NASHVILLE, Tenn. – Tennessee State University’s Hospitality and Tourism program is helping students capitalize on the state’s multibillion-dollar tourism and hospitality industry.
Last year, Nashville took in $7 billion from tourists, according to the Nashville Convention and Visitors Corporation.
TSU’s College of Business is equipping students, particularly African-Americans and other minorities, with the tools to meet the needs of the booming industry in Nashville.
“The partnerships we’ve cultivated with businesses and organizations across the city have been vital to our success as educators,” says TSU President Glenda Glover.
“From the Nashville Convention and Visitors Corp., to the Music City Center, to a long list of hotels and entertainment attractions across Davidson County, these community partners have helped launch careers for area university students. In return, these organizations receive ambitious, energetic young minds who help meet a growing employment need as the Music City’s brand continues to draw millions from across the globe eager to experience our rich and friendly culture.”
Dr. Millicent Lownes-Jackson, Dean of the College of Business at TSU, echoes President Glover’s sentiments that the university is in a unique position to provide students the very best education and workforce preparation in the industry.
“We are fortunate to be located in a city that is on the move!” says Dr. Lownes-Jackson.
“In 2018 alone, 15 new hotels and 131 new restaurants opened and Nashville was repeatedly named as one of the best travel destinations of the year.”
The College of Business dean adds that TSU’s Hospitality and Tourism program combines “rigorous academic training with real-world experience in the industry.”
Zuhair Al-Bunni is a junior majoring in business administration with an emphasis in hospitality. Through TSU’s Hospitality and Tourism program, he currently has an internship at a local hotel, and plans to one day be a general manager at one.
“The program at TSU is helping to give me real-world experience,” says Al-Bunni. “The market is expected to keep on booming. So when I graduate, I will have all I need to be successful in this industry.”
The university’s Hospitality Management program in particular gives students the opportunity to build their entrepreneurial, managerial, functional, operational, and analytical skill set to maximize their success.
Dr. David Baker teaches three different management courses in TSU’s Hospitality Program.
“We are part of the hotel association in Nashville, and one of the things they always talk about is having well-trained employees, especially at the managerial level,” says Baker.
“That’s one of the functions of the program here, to ensure that we supply the hospitality industry, in Nashville in particular, with well-trained employees who can take on these managerial roles.”
Whitney Snell is a travel agent. But she says she’s getting a degree in restaurant management at TSU because she wants to be able to better address her clients’ needs.
“I’m using this to better myself, to know what’s happening in the background,” says Snell, a military retiree. “When the clients say they want this or that, I’ll be able to say I’m aware of that, because I know how hotels work.”

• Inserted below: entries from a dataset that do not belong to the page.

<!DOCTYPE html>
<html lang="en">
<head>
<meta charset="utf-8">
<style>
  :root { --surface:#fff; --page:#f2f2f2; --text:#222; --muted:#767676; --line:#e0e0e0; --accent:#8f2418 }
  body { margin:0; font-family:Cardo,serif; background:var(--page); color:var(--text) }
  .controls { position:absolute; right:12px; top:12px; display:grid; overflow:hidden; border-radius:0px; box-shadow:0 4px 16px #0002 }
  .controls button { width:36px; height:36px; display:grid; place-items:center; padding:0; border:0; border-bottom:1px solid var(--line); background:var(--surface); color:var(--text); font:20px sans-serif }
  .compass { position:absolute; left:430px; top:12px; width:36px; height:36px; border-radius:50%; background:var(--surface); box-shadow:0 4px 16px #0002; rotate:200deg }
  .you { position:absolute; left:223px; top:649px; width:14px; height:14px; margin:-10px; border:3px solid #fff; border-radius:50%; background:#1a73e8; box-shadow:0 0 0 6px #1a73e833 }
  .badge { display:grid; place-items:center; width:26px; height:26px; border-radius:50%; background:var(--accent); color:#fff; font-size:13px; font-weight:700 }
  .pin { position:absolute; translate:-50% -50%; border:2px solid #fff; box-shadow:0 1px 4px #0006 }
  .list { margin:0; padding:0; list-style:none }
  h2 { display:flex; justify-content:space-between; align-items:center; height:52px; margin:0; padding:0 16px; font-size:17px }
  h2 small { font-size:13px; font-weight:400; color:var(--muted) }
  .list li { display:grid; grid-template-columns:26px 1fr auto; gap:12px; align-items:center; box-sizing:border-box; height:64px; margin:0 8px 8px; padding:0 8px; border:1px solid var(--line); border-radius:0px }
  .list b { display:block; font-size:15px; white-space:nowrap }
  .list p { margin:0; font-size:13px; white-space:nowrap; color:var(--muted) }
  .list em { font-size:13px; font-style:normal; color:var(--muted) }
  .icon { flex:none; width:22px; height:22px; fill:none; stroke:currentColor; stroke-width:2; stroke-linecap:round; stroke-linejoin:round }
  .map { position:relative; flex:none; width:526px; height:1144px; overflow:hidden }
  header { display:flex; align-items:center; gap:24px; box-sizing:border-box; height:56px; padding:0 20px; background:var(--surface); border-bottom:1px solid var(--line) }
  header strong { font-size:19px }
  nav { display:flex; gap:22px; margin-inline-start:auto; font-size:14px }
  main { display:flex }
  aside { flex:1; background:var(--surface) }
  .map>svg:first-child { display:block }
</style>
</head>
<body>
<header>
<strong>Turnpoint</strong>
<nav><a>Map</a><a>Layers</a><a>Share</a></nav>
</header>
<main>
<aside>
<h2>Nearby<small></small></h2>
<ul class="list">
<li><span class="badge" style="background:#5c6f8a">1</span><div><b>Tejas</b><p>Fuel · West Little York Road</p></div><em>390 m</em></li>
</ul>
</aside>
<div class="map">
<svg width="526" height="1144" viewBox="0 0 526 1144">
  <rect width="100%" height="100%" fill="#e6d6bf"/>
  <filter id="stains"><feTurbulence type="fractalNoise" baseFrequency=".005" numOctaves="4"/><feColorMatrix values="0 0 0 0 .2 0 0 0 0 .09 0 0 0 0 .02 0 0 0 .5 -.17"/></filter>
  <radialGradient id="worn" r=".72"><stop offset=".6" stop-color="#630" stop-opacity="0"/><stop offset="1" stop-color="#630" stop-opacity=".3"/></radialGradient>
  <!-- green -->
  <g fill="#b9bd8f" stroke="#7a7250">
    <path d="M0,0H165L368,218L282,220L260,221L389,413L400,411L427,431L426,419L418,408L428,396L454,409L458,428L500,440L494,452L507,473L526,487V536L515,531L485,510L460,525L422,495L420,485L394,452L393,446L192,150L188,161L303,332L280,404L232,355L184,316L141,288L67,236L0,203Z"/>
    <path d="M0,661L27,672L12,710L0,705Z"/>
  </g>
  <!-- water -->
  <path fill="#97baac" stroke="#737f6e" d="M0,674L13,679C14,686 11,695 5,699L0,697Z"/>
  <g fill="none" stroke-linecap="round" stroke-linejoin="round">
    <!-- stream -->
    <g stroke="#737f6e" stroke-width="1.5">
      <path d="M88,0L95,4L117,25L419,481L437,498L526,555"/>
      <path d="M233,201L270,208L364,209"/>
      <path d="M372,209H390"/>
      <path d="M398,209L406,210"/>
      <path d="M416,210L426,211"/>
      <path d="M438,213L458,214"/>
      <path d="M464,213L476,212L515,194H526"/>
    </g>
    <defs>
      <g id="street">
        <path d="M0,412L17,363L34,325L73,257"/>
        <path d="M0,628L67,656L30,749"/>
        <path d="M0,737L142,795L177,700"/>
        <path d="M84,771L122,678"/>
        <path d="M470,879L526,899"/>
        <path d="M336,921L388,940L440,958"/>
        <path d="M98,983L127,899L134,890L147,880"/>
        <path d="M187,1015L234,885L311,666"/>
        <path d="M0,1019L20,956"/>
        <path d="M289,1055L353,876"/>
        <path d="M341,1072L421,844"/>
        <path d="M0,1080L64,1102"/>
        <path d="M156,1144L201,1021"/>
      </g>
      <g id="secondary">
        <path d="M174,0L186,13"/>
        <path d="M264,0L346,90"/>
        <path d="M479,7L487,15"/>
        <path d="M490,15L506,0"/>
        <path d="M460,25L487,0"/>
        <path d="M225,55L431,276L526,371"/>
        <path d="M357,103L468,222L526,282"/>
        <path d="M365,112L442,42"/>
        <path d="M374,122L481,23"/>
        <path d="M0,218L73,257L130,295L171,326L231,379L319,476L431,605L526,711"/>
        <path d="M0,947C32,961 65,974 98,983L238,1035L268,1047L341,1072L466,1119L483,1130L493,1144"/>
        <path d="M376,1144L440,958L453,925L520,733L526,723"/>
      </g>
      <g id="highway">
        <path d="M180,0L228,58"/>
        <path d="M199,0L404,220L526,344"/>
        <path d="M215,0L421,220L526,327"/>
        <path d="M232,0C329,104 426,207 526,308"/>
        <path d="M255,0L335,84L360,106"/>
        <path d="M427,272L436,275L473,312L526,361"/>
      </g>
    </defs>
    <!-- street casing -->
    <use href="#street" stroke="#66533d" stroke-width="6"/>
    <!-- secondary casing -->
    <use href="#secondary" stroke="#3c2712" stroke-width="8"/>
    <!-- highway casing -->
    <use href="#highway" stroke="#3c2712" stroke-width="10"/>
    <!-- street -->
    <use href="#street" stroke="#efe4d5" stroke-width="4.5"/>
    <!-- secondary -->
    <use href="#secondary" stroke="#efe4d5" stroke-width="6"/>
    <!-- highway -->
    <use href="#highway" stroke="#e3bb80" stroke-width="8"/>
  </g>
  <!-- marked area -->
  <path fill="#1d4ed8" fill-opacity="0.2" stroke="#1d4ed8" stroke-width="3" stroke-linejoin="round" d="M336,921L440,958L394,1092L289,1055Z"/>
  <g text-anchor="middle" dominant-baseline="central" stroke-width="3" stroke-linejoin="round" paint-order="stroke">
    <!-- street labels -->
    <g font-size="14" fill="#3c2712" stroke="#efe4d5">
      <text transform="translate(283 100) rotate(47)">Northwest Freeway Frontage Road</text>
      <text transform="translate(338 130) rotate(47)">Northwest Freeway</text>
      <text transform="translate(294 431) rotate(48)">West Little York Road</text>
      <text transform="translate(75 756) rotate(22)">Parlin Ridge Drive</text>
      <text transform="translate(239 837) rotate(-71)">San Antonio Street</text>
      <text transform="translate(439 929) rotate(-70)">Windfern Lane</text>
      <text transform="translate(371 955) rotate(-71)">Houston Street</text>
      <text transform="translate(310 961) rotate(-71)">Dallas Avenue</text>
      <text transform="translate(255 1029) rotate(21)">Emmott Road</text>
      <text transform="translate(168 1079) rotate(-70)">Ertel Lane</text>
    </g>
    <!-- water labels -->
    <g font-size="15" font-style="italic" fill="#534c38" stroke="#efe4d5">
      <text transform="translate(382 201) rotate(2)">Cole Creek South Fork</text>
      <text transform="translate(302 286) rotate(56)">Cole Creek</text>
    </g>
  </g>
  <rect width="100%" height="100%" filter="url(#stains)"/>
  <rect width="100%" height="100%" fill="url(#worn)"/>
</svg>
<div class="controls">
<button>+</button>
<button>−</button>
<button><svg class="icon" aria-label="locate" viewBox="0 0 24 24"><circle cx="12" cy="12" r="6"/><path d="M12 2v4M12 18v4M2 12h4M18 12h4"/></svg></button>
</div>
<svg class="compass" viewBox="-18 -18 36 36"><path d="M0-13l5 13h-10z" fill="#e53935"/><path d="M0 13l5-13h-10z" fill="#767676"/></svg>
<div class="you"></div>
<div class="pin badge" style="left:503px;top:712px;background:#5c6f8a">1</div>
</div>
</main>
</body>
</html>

There were 71,140 hospitality industry jobs in Nashville in 2018, and 15.8 million visitors traveled to the Greater Nashville area in fiscal year 2019, a 7 percent increase over FY18’s 14.8 million, according to NCVC.
“It is no secret that Nashville’s economic boom is intimately tied to its growing hospitality and tourism community,” says Marie Sueing, NCVC’s vice president of multi-cultural community relations.
“A professional workforce is critical to the continued success of this industry, and great programs such as the one offered at Tennessee State University will help to prepare individuals for the many career opportunities available in the hospitality and tourism field. Of equal importance, is having a rich and diverse workforce to ensure that visitors from all over the world feel welcome in all of our communities. TSU will play a significant role in helping to fill the need for these leadership positions throughout Music City.”